Zwei junge flämische Diamantenhändler sehen das ganz anders. Auch sie diskutieren in der Rauchpause über das schleppende Geschäft. Und auch sie ärgern sich manchmal über den enormen administrativen Aufwand wegen Geldwäscherei- und anderen Vorschriften. Doch sie halten die Kontrollen für einen Vorteil: «Strenge Regeln vertreiben die schwarzen Schafe aus dem Geschäft.» Mit ihren schmucken Hornbrillen und adretter Businesskleidung könnten sie als junge Banker in der Zürcher Bahnhofstrasse durchgehen – die ebenfalls beteuern, nichts mehr mit den Schwarzgeldgeschäften ihrer Vorgänger zu tun haben zu wollen. «In jeder Firma gibt es eine neue Generation», sagt einer.
Zwei indische Händler prophezeien Antwerpen indes keine gute Zukunft. Die Politiker müssten die wuchernden Vorschriften im Zaun halten, schliesslich erwirtschafte der Sektor in der kleinen Gasse in Antwerpen ganze 8 Prozent der belgischen Wirtschaftsleistung. Selbst engagiere er sich nicht in der Politik, er verstehe sie nicht und spreche die Lokalsprache Flämisch zu schlecht, sagt einer. Die beiden Mittzwanziger sind in Belgien aufgewachsen, in der geschlossenen Welt der indischen Händlerfamilien. «Wir fühlen uns in Mumbai und London mehr zu Hause als hier», sagt einer. Bedränge Belgien den Diamantenhandel zu sehr, werde dieser abwandern. «Wir können unsere Steine auch in Dubai verkaufen. Dort geht alles schneller und einfacher.»
ff. Auf dem weltgrössten Diamanthandelsplatz Antwerpen ist die Schweiz omnipräsent: Die Schweizer Uhren- und Schmuckindustrie gehört zu einer wichtigen Abnehmerin von Rohdiamanten, die via Belgien importiert werden. Einen zweifelhaften Ruf hat die Schweiz in Antwerpen erlangt, weil der Bankenplatz der Branche bis 2006/07 im grossen Stil geholfen haben soll, Schwarzgeld vor den Behörden zu verstecken. Inzwischen fahren die Banken einen anderen Kurs: Diamanthändler beklagen, die Banken hätten ihre Konti kurzfristig gekündigt.

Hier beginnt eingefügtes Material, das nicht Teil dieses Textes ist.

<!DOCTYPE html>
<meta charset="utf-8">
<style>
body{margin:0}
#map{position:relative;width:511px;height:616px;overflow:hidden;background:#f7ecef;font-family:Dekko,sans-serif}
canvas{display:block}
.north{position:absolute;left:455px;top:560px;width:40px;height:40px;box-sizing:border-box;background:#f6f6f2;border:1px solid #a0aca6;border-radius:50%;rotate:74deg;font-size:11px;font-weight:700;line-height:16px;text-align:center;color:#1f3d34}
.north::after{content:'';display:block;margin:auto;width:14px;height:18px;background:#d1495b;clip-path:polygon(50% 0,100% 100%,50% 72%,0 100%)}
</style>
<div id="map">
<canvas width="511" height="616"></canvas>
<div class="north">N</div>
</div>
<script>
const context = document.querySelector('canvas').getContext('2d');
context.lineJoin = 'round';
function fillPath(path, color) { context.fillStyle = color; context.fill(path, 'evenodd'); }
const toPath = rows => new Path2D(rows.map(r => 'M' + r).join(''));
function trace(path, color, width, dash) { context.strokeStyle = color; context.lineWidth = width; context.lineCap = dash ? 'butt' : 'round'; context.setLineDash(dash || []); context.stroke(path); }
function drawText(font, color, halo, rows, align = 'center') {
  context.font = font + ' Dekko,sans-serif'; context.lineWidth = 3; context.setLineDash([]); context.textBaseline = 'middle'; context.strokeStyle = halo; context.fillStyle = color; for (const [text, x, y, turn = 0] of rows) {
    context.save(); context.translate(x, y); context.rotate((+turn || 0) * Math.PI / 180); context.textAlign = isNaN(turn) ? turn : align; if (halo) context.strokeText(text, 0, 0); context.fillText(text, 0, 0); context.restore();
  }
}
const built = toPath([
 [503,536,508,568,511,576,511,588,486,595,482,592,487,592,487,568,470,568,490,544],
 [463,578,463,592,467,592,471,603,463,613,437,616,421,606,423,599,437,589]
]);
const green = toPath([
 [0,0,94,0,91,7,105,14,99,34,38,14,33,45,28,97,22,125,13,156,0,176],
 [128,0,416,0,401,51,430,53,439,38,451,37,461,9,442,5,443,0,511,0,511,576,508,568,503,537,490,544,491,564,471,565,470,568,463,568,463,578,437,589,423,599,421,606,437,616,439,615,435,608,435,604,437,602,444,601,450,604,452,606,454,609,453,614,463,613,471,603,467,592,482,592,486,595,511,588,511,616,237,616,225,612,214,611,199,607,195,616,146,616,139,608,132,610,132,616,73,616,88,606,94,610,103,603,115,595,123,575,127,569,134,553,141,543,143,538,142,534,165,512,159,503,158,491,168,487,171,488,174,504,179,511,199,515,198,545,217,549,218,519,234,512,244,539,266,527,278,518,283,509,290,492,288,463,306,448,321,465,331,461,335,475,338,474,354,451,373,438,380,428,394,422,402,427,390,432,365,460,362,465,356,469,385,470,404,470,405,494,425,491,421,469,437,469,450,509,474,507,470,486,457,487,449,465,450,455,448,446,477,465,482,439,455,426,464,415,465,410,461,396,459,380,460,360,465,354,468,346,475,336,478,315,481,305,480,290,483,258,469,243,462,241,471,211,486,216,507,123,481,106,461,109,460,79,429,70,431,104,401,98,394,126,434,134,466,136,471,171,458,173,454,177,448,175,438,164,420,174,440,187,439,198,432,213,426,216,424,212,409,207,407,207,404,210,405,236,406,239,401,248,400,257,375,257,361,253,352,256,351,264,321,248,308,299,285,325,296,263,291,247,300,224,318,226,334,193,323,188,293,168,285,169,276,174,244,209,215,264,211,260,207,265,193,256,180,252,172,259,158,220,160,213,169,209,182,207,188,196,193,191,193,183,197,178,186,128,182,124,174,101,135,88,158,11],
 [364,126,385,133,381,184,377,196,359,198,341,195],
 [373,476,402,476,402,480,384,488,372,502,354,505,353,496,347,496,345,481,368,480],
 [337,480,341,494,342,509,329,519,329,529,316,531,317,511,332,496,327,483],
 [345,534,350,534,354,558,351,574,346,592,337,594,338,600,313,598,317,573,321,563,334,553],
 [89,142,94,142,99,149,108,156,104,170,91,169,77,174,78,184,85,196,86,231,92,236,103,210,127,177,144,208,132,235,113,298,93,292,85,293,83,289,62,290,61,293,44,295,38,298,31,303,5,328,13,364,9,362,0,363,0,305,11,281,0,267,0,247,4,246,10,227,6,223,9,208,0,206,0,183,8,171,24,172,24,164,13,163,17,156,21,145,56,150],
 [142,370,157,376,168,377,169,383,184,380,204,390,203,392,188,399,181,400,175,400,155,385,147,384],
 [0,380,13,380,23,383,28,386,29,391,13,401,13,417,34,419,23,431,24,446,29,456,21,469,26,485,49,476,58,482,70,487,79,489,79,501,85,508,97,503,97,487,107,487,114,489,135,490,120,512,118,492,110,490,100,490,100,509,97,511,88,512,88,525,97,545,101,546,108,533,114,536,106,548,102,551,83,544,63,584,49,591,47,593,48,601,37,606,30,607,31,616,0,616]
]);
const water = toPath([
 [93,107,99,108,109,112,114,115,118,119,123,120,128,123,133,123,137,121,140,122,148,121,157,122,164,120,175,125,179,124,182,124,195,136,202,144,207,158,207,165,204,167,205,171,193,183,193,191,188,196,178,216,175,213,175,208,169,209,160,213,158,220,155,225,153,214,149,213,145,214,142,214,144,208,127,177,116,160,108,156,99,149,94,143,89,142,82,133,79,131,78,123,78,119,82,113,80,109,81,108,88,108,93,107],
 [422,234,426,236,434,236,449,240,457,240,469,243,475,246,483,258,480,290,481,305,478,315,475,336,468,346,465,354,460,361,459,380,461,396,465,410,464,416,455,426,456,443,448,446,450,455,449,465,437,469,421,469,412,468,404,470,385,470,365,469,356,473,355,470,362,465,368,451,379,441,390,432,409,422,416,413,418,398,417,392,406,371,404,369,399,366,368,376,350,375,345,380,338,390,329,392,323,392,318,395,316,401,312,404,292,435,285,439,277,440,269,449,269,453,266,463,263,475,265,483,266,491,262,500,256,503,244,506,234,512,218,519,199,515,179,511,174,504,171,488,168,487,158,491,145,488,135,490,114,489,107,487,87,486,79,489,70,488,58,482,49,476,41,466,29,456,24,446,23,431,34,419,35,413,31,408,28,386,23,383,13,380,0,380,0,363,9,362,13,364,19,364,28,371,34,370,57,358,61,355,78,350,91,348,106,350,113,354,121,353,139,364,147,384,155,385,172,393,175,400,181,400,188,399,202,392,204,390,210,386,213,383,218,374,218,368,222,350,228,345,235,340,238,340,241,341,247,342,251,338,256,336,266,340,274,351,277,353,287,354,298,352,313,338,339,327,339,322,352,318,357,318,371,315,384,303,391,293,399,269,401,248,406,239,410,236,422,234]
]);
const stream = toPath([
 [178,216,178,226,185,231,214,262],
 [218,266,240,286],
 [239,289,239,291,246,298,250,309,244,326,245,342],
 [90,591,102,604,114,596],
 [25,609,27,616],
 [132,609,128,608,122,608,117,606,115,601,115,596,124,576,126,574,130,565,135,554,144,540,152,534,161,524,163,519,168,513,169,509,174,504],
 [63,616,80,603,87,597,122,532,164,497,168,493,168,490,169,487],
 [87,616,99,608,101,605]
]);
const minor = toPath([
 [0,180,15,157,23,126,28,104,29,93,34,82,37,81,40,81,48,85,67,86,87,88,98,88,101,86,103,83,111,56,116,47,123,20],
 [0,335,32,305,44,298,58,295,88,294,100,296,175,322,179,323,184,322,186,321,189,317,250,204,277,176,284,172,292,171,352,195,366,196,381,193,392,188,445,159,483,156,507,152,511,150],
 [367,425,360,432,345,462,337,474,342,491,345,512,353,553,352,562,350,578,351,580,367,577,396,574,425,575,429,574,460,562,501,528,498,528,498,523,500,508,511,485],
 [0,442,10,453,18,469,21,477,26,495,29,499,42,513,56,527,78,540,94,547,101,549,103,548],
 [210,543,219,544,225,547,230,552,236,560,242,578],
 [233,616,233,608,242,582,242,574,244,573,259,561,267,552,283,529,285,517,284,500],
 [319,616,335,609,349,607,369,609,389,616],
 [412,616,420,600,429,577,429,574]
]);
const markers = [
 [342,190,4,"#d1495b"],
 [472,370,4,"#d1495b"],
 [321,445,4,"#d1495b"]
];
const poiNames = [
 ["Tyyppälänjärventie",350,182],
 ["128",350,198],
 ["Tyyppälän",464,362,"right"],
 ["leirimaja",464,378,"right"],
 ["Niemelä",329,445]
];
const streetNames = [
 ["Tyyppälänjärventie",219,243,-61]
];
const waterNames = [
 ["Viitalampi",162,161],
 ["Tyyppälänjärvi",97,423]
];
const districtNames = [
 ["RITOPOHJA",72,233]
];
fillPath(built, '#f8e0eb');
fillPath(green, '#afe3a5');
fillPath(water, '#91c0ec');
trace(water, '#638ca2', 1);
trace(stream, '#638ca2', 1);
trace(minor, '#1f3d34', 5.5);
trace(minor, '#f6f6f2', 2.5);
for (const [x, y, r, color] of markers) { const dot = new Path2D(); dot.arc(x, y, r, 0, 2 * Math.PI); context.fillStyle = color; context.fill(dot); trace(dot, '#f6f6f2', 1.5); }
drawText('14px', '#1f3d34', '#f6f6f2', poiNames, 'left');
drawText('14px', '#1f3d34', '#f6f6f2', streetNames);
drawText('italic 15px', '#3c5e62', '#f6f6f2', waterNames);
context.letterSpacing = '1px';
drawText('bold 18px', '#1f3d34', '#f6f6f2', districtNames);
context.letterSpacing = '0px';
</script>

Gegen die in Antwerpen besonders aktive HSBC Schweiz führt die belgische Staatsanwaltschaft ein Strafverfahren. Dafür hat sie in der Schweiz um Rechtshilfe ersucht; der Antrag ist noch hängig. Die Ermittlungen des Untersuchungsrichters begannen bereits 2009, basierend auf Kontoangaben aus der Schweiz, welche der Whistleblower Hervé Falciani den französischen Steuerbehörden übergeben hatte. Darauf beruht auch die derzeitige Berichterstattung über HSBC unter dem Titel «SwissLeaks».
Eine Sondereinheit des Finanzministeriums hat mit Hilfe der Falciani- Liste die Kontoinhaber unter die Lupe genommen. Aus knapp 200 abgeschlossenen Verfahren resultierten Steuer- und Busseneinnahmen von über 400 Millionen Euro. Insgesamt sollen Belgier 2006 und 2007 rund 6 Milliarden Euro in der Schweiz parkiert haben, wovon aber nur ein Teil nicht versteuert war.
Trotz dieser Probleme hat die Schweiz in der Antwerpener Diamantengasse immer noch ein hohes Ansehen – wegen ihrer Präzisionsinstrumente. Genaue Waagen sind für Diamanthändler essenziell. In den Schaufenstern der Zubehörläden werden Schweizer Produkte als besonders zuverlässig angepriesen. Und unter dem Namen «Swiss-Axe» sollen die besten Lupen und Pinzetten zu kaufen sein.